Task brief ::
When a line of the records contains "solid", copy it.

Source records ::
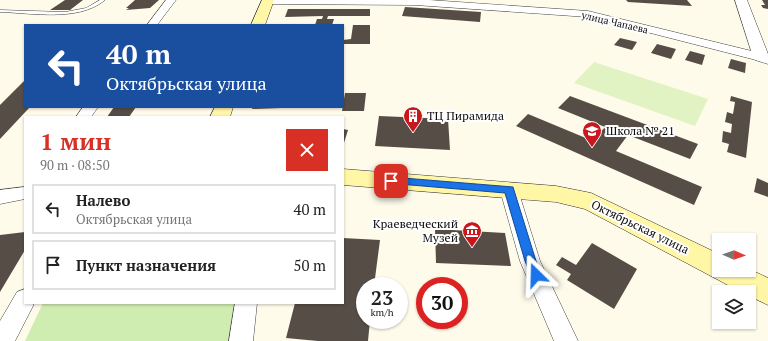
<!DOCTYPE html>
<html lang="ru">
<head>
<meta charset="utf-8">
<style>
	body { margin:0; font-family:"PT Serif",serif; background:#f2f2f2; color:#222; height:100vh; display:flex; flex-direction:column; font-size:15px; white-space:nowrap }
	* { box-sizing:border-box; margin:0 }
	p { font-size:13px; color:#767676 }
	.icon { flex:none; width:22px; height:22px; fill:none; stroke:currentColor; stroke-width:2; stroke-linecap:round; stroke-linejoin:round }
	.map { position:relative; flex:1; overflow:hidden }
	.sheet { position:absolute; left:24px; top:116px; width:320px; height:188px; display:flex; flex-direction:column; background:#fff; border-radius:0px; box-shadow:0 1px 3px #0004 }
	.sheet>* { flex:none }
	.guide { position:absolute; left:24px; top:24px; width:320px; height:84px; border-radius:0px; box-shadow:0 1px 3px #0004; background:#1a4fa0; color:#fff; overflow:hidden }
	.needle { width:26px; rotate:92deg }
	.buttons { position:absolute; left:712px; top:233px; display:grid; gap:8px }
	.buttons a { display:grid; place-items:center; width:44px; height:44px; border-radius:0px; background:#fff; box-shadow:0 1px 3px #0004; font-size:20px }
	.speed { position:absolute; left:356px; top:277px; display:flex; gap:8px; font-size:20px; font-weight:700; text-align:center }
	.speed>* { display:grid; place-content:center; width:52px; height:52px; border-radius:50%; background:#fff; box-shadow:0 1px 3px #0004; line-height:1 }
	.speed small { font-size:10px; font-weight:400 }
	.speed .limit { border:6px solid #d22; background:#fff; color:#111 }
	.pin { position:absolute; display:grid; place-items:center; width:34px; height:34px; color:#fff; margin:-17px; border-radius:8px; box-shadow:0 2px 6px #0006 }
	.me { position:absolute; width:44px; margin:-22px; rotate:338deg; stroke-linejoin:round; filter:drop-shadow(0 0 3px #0008) }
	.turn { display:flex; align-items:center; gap:14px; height:84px; padding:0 16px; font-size:18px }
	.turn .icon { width:52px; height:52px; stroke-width:2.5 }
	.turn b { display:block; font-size:28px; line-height:34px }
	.round { display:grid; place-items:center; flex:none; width:42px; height:42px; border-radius:0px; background:#f2f2f2 }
	.headline { display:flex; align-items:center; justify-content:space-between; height:68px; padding:0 16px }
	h1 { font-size:24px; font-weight:700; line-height:30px; color:#d93025 }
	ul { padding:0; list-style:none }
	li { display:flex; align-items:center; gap:12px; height:50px; margin:0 8px 6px; padding:0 8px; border:2px solid #e0e0e0; border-radius:0px }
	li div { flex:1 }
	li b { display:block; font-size:15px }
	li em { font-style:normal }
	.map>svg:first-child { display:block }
	.green { fill:#d0edb1 }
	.pitch { fill:#e2f3c3 }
	.building { fill:#564d47 }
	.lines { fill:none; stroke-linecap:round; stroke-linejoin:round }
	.service-casing { stroke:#3f3f3f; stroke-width:1 }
	.minor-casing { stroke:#3f3f3f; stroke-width:1 }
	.tertiary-casing { stroke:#3f3f3f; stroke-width:1 }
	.secondary-casing { stroke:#2e2e2e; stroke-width:1 }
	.service { fill:#fff; fill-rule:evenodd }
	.minor { fill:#fff; fill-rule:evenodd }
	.tertiary { fill:#fff; fill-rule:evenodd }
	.secondary { fill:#fff6a6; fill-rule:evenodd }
	.route { fill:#1a73e8; stroke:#114b97 }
	.labels { text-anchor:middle; stroke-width:4; stroke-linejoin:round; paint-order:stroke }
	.far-street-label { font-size:10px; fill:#0c0c0c; stroke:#fff }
	.poi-label { font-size:12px; fill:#0c0c0c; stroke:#fff; text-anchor:start }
	.street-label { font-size:12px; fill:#0c0c0c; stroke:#fff }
</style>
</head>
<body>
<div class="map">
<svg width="768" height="341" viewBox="0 0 768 341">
	<rect width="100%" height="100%" fill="#fffbeb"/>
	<path class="green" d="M43,303H234L229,341H25Z"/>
	<path class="pitch" d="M594,62L708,99L695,126L574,83Z"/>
	<path class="building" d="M65,0H83L70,10H50Z
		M135,0H159L150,8L126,10L129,8H126Z
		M626,0H687L692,6L628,2Z
		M762,0H768V9L763,8L761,5H765Z
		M405,7L481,12L480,22L402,16Z
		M288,9H370V16H328L327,19H334L332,25H315L317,19H322L323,16L285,17Z
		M353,25H370V44H343V40L351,39Z
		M620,38L637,42L632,50L614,45Z
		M657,44L676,49L671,59L651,53Z
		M690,51L705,55L702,65L685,60Z
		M731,59L746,63L745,73L728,68Z
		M25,80V107H30L0,139V105Z
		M345,93H366L364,111H342Z
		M570,96L698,144L690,159L628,135L616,151L702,187L694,205L516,126L528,114L593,141L605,127L558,108Z
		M731,96L752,102L746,158L727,152L729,144L722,142L723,131L731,133L732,124L725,122L727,112L733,114L735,102L730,101Z
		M114,107H136L129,117H107Z
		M253,107H282L281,108L252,109Z
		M379,116L448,119L450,150L375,146Z
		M343,129L348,130L343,146Z
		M757,178L768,183V197L754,192Z
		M435,229L505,233L511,266L436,263Z
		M25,232V250L0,292V235Z
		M343,238L380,240L374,286H365V320H370L368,341H318L286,338L295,303H343Z
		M592,243L637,269L614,309L567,280L571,274L556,265L562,257L576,265Z"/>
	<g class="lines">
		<g class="service-casing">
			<path id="service" d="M100,0H105C79,22 32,13 0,12V10L65,12L86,8Z"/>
		</g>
		<g class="minor-casing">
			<path id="minor" d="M166,0H176L157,25H147Z
				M264,0H429L588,11L764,54L766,57L760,61L588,17L415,5L268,4L265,3Z
				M83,107H98L91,117H76Z
				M509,184L515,185L518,190L540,261L578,341H554L520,261L500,190L503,185Z
				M25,187V199L0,204V190Z
				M25,289V303H34L33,306L15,341H0V321L17,292Z
				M235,303H257L253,341H229Z"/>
		</g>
		<g class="tertiary-casing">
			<path id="tertiary" d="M735,0H747L768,54V64L755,60L753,57Z"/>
		</g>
		<g class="secondary-casing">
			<path id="secondary" d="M262,0H274L265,25H251Z
				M215,107H233L230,117H210Z
				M343,169L556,186L591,193L719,254V270L749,269L768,278V305L749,296V292H741L585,209L556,202L343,185Z"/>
		</g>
		<use href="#service" class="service"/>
		<use href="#minor" class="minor"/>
		<use href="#tertiary" class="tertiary"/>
		<use href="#secondary" class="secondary"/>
	</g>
	<path class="route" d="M391,177L513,187L536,261L542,275L540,278L536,280L532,278L525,261L505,193L387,183L386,181Z"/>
	<defs>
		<g id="building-pin" transform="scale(1)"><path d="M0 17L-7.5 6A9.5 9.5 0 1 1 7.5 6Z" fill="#c9171e" stroke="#fff"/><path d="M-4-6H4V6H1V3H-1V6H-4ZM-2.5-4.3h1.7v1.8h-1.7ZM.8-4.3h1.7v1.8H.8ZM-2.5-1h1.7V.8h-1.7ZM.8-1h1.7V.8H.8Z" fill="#fff"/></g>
		<g id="school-pin" transform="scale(1)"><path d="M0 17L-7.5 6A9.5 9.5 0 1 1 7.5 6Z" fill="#c9171e" stroke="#fff"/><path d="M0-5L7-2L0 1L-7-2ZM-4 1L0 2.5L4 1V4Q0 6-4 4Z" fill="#fff"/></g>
		<g id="museum-pin" transform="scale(1)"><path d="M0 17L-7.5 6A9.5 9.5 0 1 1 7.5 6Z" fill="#c9171e" stroke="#fff"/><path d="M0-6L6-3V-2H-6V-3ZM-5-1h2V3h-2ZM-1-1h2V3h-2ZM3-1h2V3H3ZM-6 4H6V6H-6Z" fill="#fff"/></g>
	</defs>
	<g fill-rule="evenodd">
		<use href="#building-pin" x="413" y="116"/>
		<use href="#school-pin" x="592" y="131"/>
		<use href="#museum-pin" x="472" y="231"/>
	</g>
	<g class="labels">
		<g class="far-street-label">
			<text transform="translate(615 22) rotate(13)" y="4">улица Чапаева</text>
		</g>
		<g class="poi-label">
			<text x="427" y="120">ТЦ Пирамида</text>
			<text x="606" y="135">Школа № 21</text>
			<text x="458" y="228" text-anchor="end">Краеведческий<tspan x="458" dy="14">Музей</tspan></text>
		</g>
		<g class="street-label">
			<text transform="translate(640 227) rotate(26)" y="4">Октябрьская улица</text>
		</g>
	</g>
</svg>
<div class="buttons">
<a><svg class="needle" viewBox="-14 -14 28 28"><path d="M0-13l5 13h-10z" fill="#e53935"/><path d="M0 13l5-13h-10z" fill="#767676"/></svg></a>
<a><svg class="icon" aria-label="layers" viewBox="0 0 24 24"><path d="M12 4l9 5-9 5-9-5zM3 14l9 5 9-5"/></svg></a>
</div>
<div class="speed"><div>23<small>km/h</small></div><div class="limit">30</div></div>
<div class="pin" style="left:391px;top:181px;background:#d93025"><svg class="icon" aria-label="arrive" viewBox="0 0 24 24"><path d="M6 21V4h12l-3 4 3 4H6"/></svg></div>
<svg class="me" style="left:536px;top:275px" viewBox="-20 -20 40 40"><path d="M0-17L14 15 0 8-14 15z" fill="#1a73e8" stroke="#fff" stroke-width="4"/></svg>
<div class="guide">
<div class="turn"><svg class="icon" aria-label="left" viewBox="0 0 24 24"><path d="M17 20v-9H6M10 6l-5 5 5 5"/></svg><div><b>40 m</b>Октябрьская улица</div></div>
</div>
<section class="sheet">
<div class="headline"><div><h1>1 мин</h1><p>90 m · 08:50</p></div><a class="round" style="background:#d93025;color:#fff"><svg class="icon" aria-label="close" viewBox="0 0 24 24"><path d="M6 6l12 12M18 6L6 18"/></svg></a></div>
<ul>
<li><svg class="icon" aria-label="left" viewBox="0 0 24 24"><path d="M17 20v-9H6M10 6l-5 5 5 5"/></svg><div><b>Налево</b><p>Октябрьская улица</p></div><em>40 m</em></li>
<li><svg class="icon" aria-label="arrive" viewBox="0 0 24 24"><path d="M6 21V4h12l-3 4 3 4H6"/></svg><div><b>Пункт назначения</b></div><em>50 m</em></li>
</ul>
</section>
</div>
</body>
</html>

Written response ::
	.speed .limit { border:6px solid #d22; background:#fff; color:#111 }
	li { display:flex; align-items:center; gap:12px; height:50px; margin:0 8px 6px; padding:0 8px; border:2px solid #e0e0e0; border-radius:0px }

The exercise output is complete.